In this lab, you will work with the Instacart Kaggle competition data and generate frequent patterns and association rules. The link to the competition is: https://www.kaggle.com/c/instacart-market-basket-analysis/
For your ease, I have uploaded the relevant files at the following locations.
orders - https://an-utd-course.s3-us-west-1.amazonaws.com/kaggle-market-basket/orders.csv
products -https://an-utd-course.s3-us-west-1.amazonaws.com/kaggle-market-basket/products.csv
Complete the following steps:
Load libraries
require(tidyverse)
require(arules)
Load the data using tidyverse command format:
# use read_csv to read orders and products files
orders <- read_csv("orders.csv")
products <- read_csv("products.csv")
Join the orders and products tables using tidyverse syntax
# use inner_join
joined <- inner_join(orders[1:100000,],products)
rm(orders, products)
summary(joined)
Check whether you can load this directly into a transactions object in arules package. You can directly do that i.e. from a dataframe to transactions object, or you may have to write to disk and read it into a transactions object.
# create transactions object
#torderdata <- read.transactions("orders.csv", sep="\t")
tData <- as (joined, "transactions")
## Warning: Column(s) 1, 2, 3, 4, 5, 6, 7 not logical or factor. Applying default
## discretization (see '? discretizeDF').
## Warning in discretize(x = c(1, 1, 0, 1, 0, 1, 1, 1, 0, 1, 1, 1, 1, 1, 1, : The calculated breaks are: 0, 0, 1, 1
## Only unique breaks are used reducing the number of intervals. Look at ? discretize for details.
summary(tData)
inspect(head(tData))
Find frequent items using eclat function. Remember the dataset is very large, so you might need to start from a very small support values. Ensure that you have set the minlen parameter to 2.
# find frequent itemsets
frequentItems <- eclat (tData,
parameter = list(supp = 0.01, maxlen = 15, minlen = 2))
inspect(frequentItems)
itemFrequencyPlot(tData, topN=10,
type="absolute", main="Item Frequency")
Output top 10 frequent items of length at least 2, sorted by support values.
Also, create a item freqency plot for top 15 items.
Use the apriori algorithm to generate association rules. Make sure to set the support and confidence values judiciously.
Output the top 10 rules first sorted by support and then by confidence.
# find association rules
rules <- apriori (tData,
parameter = list(supp = 0.001, conf = 0.5))

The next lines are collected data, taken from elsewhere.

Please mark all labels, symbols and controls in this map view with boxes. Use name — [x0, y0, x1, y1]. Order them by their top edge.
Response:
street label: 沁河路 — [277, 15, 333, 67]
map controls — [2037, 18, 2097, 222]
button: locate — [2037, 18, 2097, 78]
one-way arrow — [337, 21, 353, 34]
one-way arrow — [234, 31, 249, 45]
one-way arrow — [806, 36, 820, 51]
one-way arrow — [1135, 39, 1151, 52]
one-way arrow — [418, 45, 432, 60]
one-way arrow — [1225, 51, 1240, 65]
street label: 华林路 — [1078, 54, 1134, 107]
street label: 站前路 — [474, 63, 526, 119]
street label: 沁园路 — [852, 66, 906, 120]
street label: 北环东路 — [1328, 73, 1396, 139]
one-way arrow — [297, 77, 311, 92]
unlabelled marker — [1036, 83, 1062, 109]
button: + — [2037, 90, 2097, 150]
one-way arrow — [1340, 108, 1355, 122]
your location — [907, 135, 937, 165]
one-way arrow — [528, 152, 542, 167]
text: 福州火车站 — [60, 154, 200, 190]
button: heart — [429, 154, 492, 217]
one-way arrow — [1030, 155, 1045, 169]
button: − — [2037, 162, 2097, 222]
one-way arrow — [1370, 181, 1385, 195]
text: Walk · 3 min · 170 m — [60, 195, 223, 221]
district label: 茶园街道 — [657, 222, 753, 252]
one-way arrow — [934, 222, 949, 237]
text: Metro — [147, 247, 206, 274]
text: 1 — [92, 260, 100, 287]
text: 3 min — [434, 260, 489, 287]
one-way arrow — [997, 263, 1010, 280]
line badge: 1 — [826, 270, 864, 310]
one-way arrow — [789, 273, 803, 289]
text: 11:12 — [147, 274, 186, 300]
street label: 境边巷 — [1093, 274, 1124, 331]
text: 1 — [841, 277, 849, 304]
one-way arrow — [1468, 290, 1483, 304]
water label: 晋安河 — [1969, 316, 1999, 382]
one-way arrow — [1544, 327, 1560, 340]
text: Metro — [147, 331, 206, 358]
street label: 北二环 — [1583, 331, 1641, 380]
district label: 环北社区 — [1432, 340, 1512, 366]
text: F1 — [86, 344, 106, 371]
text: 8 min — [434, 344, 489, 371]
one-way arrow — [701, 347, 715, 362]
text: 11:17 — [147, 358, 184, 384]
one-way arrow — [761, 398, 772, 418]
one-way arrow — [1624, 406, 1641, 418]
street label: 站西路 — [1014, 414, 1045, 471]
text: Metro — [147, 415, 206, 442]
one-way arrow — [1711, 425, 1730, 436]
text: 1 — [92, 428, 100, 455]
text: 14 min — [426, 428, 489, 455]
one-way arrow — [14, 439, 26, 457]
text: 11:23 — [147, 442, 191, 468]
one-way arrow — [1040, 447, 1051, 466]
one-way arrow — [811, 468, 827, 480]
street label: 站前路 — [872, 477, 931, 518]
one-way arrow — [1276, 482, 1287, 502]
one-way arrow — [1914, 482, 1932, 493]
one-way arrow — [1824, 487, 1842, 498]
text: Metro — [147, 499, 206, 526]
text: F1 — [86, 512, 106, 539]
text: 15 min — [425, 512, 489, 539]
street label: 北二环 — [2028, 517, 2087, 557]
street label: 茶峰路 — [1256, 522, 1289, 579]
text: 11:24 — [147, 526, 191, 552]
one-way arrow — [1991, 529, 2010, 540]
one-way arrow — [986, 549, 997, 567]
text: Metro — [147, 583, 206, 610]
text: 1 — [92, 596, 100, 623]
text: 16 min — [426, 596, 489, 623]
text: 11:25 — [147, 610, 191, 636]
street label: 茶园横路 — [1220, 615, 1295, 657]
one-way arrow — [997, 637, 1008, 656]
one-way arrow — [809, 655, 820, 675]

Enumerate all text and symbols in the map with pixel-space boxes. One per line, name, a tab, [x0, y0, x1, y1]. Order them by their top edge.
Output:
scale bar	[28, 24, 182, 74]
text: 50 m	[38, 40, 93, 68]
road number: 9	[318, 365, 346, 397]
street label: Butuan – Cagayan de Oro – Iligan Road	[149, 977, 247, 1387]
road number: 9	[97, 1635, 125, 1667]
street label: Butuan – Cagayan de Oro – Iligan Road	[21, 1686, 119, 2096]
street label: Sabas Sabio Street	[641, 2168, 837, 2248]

rules_conf <- sort (rules, by="confidence",
decreasing=TRUE)
inspect(head(rules_conf))
Choose a product of your choice and give the significant rules that contain that product on rhs of the rule.
# find rules with specified rhs
rules <- apriori (data=tData, parameter=list (supp=0.001,conf = 0.08),
appearance = list (default="lhs",rhs="product_name=Organic Spring Mix"),
control = list (verbose=F))
rules_conf <- sort (rules, by="confidence", decreasing=TRUE)
inspect(head(rules_conf))
Publish your notebook to rpubs website and submit the final link. Make sure your code and output both are visible.